**To do**. Pictures excluded, return the lines below from the first through the line holding "position:absolute; height:35px; border-radius:5px;".

**Data for this task**.
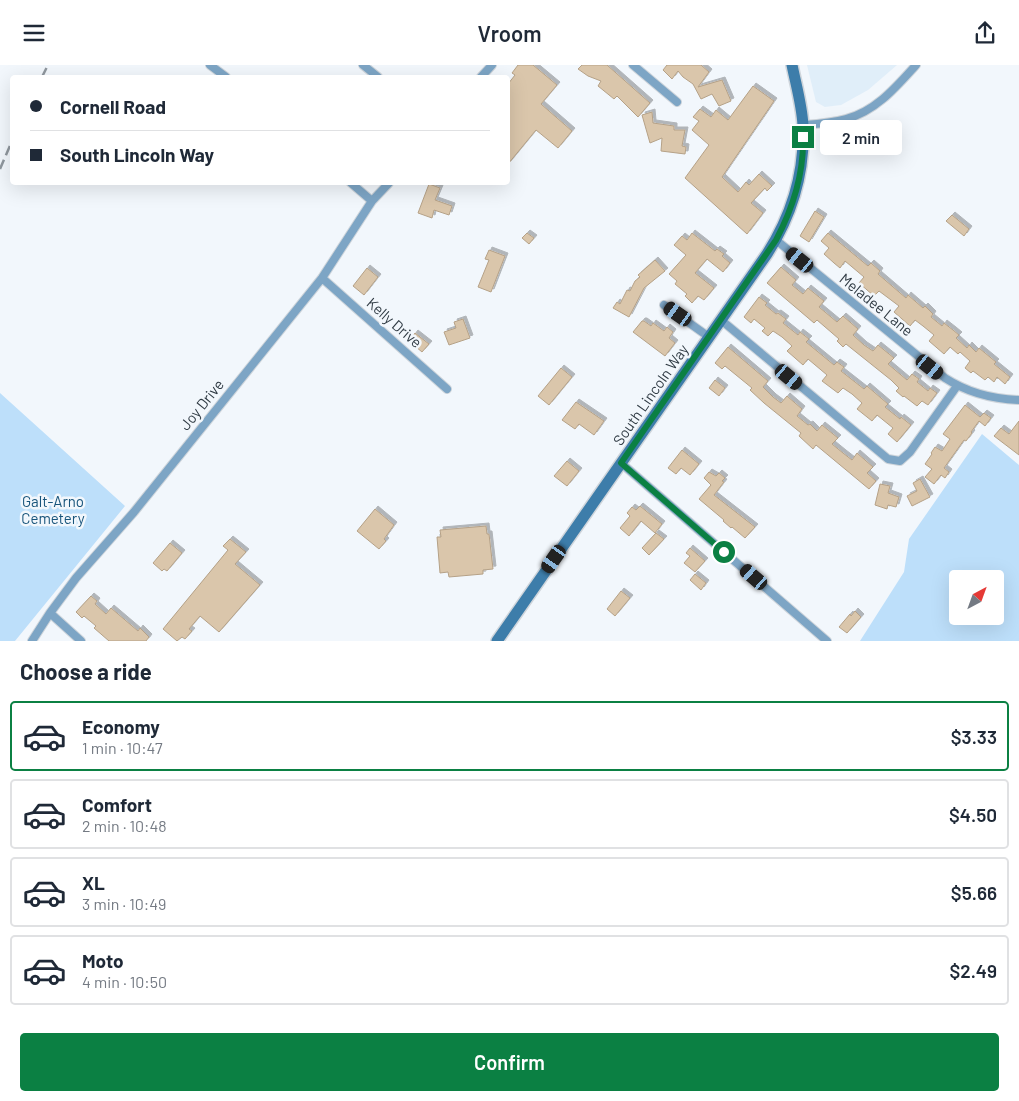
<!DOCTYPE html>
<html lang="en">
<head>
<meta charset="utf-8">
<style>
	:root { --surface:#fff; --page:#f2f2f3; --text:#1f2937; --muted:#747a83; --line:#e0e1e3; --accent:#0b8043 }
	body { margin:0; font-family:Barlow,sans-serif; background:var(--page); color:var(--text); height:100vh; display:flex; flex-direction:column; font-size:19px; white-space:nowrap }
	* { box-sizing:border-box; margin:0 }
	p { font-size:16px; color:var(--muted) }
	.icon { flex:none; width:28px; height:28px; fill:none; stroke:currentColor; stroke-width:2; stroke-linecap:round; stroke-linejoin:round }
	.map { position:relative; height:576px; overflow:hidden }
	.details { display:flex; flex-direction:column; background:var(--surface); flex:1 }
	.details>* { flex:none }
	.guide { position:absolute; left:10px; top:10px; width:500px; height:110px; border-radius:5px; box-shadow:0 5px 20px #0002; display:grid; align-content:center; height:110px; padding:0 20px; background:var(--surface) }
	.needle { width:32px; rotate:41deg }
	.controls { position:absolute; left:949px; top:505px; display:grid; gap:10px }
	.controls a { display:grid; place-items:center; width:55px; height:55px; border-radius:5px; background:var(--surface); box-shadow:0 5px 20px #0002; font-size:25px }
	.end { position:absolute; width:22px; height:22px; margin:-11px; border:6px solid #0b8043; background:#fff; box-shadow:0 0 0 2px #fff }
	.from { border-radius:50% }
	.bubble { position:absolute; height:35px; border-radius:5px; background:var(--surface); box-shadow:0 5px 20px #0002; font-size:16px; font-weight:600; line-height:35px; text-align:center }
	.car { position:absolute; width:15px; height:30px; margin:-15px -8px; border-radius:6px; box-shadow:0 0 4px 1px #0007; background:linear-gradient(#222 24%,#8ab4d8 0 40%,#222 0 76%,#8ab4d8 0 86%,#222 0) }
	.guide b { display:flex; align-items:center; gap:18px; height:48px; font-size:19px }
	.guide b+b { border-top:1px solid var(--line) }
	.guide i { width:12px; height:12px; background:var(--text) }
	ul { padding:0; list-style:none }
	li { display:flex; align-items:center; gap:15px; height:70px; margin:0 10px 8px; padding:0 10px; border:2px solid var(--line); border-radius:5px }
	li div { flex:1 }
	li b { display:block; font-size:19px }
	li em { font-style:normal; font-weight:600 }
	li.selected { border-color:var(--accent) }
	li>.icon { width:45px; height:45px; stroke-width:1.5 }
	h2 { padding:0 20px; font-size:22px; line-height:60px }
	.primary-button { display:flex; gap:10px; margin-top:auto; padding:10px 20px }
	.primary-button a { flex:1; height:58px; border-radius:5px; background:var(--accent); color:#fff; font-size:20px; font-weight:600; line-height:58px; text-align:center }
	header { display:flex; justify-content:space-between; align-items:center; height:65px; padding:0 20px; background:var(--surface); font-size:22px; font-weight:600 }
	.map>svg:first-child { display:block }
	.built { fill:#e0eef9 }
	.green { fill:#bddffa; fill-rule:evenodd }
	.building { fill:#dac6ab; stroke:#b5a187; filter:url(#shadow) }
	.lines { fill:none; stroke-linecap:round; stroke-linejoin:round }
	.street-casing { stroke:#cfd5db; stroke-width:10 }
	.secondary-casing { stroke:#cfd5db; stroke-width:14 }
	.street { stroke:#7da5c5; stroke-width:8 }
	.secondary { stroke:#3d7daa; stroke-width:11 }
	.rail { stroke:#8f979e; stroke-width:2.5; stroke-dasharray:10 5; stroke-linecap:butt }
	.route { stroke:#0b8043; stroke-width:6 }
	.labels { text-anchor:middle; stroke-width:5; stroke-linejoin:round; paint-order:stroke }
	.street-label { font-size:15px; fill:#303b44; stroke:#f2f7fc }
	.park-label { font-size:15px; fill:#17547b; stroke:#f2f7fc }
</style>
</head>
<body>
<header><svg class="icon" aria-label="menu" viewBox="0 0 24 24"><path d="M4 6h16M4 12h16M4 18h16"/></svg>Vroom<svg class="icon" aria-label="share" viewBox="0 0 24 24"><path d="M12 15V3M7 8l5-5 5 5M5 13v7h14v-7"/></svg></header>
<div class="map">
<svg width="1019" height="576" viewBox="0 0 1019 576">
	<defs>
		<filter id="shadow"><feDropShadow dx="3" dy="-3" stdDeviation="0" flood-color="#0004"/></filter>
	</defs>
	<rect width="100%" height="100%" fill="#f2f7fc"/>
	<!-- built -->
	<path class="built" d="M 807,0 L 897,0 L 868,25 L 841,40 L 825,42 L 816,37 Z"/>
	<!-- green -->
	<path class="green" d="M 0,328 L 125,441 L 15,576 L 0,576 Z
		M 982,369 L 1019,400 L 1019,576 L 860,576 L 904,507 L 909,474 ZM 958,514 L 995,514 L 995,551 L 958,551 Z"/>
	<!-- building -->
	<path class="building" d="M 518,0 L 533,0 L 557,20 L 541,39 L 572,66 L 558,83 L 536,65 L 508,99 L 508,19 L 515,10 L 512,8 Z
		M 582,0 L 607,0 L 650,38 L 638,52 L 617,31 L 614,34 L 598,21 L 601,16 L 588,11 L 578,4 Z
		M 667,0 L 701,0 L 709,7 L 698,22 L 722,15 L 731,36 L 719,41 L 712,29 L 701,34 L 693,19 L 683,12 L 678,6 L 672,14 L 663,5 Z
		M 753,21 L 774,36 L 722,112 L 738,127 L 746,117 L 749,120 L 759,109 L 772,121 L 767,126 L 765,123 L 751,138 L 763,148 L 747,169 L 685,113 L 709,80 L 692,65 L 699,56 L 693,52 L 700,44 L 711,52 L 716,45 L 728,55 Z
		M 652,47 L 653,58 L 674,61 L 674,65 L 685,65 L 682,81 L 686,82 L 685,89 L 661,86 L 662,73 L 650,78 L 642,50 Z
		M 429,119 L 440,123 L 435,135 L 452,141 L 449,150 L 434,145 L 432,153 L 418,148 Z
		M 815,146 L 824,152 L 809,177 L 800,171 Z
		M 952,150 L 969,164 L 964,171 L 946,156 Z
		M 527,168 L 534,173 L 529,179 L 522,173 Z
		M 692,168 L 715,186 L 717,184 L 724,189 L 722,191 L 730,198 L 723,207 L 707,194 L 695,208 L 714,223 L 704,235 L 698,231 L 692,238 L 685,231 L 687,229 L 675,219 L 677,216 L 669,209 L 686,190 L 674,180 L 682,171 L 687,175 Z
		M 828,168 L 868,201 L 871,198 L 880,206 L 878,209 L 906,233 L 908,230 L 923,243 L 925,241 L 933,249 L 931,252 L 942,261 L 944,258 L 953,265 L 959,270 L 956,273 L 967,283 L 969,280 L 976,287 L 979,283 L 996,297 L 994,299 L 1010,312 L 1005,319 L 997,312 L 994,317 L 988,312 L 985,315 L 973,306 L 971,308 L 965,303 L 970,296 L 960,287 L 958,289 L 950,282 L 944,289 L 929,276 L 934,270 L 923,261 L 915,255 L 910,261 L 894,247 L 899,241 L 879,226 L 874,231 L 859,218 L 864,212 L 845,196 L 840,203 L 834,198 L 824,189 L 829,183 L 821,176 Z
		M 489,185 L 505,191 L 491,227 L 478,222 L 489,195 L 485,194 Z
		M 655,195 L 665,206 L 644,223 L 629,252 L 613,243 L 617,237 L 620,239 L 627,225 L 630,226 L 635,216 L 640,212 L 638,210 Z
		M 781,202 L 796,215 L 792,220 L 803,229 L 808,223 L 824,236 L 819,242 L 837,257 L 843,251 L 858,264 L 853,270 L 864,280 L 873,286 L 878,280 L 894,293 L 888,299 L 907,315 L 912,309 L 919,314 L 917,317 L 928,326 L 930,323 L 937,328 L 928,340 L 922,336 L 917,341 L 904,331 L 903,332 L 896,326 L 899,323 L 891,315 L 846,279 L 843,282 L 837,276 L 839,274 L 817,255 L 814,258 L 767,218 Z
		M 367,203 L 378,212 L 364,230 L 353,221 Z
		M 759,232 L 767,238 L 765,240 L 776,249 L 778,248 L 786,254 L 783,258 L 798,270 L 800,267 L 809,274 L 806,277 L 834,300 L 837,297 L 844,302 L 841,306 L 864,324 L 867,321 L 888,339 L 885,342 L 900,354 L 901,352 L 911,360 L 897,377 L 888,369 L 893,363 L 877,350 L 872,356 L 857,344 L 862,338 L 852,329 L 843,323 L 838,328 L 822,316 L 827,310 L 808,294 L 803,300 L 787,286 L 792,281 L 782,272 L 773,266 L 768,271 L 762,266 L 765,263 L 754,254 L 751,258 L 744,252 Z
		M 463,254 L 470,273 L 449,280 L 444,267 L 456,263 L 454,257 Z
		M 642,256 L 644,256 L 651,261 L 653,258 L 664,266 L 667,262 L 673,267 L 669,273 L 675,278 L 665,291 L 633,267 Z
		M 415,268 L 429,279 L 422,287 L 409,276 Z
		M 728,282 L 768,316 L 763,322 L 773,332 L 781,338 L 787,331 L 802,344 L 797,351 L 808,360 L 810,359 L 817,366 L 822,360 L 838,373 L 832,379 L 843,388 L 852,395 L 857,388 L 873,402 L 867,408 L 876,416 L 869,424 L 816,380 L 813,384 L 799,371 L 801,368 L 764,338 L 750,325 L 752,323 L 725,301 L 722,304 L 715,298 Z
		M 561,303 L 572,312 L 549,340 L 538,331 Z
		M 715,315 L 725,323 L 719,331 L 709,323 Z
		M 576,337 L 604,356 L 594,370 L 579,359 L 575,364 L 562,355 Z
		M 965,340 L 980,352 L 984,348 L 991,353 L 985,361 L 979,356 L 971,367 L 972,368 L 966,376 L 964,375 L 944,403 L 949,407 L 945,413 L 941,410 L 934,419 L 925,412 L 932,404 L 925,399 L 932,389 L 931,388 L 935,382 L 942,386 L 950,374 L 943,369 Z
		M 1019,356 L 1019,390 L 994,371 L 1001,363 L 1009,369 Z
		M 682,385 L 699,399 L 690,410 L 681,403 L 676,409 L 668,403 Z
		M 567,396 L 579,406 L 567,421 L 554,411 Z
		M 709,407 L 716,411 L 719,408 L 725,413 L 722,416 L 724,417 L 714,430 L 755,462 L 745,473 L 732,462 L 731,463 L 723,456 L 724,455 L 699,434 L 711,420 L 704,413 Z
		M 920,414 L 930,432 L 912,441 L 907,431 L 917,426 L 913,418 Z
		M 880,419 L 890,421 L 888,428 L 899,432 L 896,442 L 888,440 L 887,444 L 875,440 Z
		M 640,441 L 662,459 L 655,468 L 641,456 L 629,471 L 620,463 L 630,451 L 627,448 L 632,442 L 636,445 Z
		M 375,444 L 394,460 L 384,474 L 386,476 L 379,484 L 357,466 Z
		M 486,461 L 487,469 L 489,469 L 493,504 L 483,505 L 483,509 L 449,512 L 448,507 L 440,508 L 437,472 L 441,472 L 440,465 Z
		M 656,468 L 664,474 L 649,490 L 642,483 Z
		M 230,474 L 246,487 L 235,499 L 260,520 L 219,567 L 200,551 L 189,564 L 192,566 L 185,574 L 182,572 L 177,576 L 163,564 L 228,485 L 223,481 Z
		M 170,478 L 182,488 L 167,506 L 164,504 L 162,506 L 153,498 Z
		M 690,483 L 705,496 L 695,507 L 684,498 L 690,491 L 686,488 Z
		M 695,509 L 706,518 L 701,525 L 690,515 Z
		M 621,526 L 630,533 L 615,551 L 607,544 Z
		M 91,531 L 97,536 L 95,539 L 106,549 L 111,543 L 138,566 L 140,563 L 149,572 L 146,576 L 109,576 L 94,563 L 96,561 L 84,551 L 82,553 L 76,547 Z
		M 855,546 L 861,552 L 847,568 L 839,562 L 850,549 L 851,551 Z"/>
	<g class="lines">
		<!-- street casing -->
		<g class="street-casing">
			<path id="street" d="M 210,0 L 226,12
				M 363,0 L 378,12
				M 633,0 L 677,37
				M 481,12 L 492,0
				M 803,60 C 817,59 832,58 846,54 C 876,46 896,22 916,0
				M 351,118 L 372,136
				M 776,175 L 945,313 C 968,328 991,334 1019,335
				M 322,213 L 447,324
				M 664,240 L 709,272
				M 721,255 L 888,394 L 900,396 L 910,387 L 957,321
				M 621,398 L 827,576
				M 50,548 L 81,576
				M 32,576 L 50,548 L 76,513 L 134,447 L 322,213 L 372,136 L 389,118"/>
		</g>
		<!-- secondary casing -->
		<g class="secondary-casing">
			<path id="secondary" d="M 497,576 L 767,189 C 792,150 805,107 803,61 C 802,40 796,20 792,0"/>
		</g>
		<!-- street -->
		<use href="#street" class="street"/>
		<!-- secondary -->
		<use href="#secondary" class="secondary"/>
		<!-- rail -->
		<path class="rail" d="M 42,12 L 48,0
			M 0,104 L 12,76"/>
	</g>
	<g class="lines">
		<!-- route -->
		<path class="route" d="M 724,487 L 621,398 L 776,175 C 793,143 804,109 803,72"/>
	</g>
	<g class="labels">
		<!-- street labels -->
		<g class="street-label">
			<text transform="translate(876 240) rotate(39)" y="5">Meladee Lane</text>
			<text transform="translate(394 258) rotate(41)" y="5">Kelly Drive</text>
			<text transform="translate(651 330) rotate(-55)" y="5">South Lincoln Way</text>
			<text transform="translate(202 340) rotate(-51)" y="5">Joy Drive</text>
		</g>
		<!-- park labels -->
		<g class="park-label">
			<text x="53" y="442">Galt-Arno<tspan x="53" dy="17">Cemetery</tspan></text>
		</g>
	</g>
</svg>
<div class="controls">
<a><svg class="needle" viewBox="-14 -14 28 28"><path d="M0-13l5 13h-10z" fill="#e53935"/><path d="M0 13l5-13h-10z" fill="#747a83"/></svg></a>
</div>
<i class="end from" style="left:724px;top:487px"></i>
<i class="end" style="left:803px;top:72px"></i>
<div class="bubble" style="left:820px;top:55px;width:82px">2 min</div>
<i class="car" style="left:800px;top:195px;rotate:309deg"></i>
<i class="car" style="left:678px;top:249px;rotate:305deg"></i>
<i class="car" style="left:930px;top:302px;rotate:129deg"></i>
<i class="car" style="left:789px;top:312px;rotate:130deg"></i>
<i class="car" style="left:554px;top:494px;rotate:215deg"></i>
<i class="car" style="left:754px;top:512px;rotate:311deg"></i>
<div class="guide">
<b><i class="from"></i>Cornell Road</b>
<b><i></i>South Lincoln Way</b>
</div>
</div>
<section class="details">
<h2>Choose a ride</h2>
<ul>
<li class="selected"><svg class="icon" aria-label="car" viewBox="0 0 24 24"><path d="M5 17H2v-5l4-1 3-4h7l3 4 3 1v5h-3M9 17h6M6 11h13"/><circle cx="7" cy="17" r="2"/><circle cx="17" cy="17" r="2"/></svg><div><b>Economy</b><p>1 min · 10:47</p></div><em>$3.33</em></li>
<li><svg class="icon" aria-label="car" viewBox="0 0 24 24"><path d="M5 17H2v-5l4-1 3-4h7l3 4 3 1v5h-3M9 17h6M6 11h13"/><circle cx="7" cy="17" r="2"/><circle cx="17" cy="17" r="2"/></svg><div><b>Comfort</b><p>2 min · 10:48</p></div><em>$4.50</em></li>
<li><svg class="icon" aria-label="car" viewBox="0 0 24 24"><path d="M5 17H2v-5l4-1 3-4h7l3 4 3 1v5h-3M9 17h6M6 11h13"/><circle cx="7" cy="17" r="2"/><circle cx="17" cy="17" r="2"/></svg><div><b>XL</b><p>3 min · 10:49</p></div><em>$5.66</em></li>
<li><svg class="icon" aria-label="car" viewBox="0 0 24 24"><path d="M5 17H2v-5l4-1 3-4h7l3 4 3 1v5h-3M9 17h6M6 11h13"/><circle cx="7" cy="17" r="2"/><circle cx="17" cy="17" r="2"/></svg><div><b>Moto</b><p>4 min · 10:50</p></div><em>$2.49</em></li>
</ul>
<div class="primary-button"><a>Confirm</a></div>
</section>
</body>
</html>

**Task output**.
<!DOCTYPE html>
<html lang="en">
<head>
<meta charset="utf-8">
<style>
	:root { --surface:#fff; --page:#f2f2f3; --text:#1f2937; --muted:#747a83; --line:#e0e1e3; --accent:#0b8043 }
	body { margin:0; font-family:Barlow,sans-serif; background:var(--page); color:var(--text); height:100vh; display:flex; flex-direction:column; font-size:19px; white-space:nowrap }
	* { box-sizing:border-box; margin:0 }
	p { font-size:16px; color:var(--muted) }
	.icon { flex:none; width:28px; height:28px; fill:none; stroke:currentColor; stroke-width:2; stroke-linecap:round; stroke-linejoin:round }
	.map { position:relative; height:576px; overflow:hidden }
	.details { display:flex; flex-direction:column; background:var(--surface); flex:1 }
	.details>* { flex:none }
	.guide { position:absolute; left:10px; top:10px; width:500px; height:110px; border-radius:5px; box-shadow:0 5px 20px #0002; display:grid; align-content:center; height:110px; padding:0 20px; background:var(--surface) }
	.needle { width:32px; rotate:41deg }
	.controls { position:absolute; left:949px; top:505px; display:grid; gap:10px }
	.controls a { display:grid; place-items:center; width:55px; height:55px; border-radius:5px; background:var(--surface); box-shadow:0 5px 20px #0002; font-size:25px }
	.end { position:absolute; width:22px; height:22px; margin:-11px; border:6px solid #0b8043; background:#fff; box-shadow:0 0 0 2px #fff }
	.from { border-radius:50% }
	.bubble { position:absolute; height:35px; border-radius:5px; background:var(--surface); box-shadow:0 5px 20px #0002; font-size:16px; font-weight:600; line-height:35px; text-align:center }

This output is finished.